La cellula T ha molti altri freni, ed altre cellule possono essere frenate. Due nuovi freni sono stati scoperti qui in Italia. Uno nel laboratorio di Carlo Riccardi a Perugia, GITR, ed un uno nel mio, IL-1R8. Si sta affacciando in questo periodo un mio editoriale sul New England Journal of Medicine in cui prospettiamo una nuova “era” di immunocheckpoints sulla cellula T, che sono al momento una promessa per il futuro dell’immunoterapia. Abbiamo anche le cellule dell’immunità innata, in particolar modo i linfociti NK, che possono essere stimolati in senso anti-tumorale. Infine la regolazione delle cellule mieloidi le quali, modificate eliminando una proteina segnale “Don’t eat me signal” CD47, hanno dato risultati clinici straordinari.

Si può ipotizzare quindi un futuro vaccino anti-cancro?

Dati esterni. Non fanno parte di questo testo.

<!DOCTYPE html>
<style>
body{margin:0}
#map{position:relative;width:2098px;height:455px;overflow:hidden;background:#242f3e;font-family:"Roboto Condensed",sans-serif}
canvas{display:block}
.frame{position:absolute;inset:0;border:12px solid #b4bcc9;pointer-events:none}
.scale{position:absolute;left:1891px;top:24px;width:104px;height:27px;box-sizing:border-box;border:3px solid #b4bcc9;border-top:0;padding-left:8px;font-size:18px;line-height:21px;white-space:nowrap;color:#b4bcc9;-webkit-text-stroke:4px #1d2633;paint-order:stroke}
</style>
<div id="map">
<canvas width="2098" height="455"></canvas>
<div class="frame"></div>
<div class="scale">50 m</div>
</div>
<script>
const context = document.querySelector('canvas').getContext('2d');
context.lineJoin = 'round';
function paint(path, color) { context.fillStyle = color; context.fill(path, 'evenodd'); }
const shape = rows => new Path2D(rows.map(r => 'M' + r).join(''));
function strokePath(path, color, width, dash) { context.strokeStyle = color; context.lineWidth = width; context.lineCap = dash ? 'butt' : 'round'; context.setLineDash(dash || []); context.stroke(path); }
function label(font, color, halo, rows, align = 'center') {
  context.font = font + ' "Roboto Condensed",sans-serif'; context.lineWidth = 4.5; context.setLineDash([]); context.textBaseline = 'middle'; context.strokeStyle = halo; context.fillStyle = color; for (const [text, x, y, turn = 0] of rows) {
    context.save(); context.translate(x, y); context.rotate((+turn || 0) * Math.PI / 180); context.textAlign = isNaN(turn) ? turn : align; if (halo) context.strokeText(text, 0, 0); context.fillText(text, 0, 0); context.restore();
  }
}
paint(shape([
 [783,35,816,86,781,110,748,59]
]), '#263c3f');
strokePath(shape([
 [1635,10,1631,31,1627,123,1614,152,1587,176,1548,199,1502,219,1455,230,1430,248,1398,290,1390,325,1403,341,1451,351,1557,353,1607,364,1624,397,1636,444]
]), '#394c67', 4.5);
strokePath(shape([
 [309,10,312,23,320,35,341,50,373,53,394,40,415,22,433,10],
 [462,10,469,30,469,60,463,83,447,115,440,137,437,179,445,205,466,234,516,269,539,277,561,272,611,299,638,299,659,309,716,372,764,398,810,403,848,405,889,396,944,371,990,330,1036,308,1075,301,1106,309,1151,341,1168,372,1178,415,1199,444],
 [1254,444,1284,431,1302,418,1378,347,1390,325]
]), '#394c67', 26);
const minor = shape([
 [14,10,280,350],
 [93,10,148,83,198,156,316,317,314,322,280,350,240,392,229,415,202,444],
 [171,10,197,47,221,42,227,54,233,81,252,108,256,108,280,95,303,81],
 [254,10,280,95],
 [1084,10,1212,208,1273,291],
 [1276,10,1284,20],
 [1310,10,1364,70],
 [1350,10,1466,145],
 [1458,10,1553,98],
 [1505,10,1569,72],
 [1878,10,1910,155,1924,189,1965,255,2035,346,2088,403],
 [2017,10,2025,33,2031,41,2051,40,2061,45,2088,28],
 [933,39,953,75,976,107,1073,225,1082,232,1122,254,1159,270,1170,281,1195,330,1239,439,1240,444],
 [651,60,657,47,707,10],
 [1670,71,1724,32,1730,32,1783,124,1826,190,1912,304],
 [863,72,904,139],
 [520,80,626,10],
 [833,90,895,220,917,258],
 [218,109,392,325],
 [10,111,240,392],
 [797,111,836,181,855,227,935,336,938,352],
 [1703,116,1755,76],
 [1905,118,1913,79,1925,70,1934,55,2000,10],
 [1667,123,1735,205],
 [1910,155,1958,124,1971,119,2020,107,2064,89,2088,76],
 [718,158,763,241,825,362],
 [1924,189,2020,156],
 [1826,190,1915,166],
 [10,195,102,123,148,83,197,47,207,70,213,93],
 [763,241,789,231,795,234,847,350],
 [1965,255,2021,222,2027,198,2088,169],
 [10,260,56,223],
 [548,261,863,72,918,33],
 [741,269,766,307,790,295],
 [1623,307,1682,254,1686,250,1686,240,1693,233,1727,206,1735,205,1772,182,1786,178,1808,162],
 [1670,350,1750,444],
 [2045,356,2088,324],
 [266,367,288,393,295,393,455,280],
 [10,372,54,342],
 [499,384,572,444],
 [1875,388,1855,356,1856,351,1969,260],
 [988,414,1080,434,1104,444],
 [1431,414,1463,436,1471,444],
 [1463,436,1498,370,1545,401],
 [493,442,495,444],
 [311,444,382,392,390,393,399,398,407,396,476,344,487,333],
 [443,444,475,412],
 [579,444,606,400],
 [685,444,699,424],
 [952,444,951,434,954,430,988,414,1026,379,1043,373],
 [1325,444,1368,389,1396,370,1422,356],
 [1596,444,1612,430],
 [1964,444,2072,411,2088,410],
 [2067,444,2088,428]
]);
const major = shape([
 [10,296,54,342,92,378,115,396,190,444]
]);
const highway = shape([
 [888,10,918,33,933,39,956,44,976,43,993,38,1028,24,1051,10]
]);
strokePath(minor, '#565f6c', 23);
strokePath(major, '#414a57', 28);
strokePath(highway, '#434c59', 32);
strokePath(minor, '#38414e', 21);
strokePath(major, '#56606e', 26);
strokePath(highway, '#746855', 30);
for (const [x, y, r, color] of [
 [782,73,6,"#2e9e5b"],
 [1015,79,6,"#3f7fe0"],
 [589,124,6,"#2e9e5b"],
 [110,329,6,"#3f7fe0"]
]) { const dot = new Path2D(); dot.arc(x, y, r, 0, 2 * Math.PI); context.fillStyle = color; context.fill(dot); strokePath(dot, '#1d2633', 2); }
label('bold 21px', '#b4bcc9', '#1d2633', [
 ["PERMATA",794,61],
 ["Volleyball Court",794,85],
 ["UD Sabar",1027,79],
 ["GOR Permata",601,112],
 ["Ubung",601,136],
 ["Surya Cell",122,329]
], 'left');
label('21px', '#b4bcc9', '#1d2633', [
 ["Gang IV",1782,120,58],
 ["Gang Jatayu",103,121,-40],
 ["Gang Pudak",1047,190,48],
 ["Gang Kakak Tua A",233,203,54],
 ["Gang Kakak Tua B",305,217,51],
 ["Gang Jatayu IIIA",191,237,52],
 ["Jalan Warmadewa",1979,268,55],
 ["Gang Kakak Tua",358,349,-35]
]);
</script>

Non un vaccino anti-cancro, ma diversi vaccini anti-cancro, personalizzati. Non dimentichiamo però che esistono già due vaccini: il vaccino contro il virus del papilloma umano (HPV) e contro l’epatite B (HBV) che sono sicuramente preventivi nei confronti del cancro della cervice uterina (ma non solo) e del fegato provocati da questi virus. La prossima speranza è quella di un vaccino contro l’Helicobacter Pylori, tra le maggiori cause di cancro allo stomaco. Questi sono vaccini preventivi. I vaccini terapeutici, quelli che invece potrebbero curare il cancro quando è già presente, sono una sfida per il futuro della ricerca.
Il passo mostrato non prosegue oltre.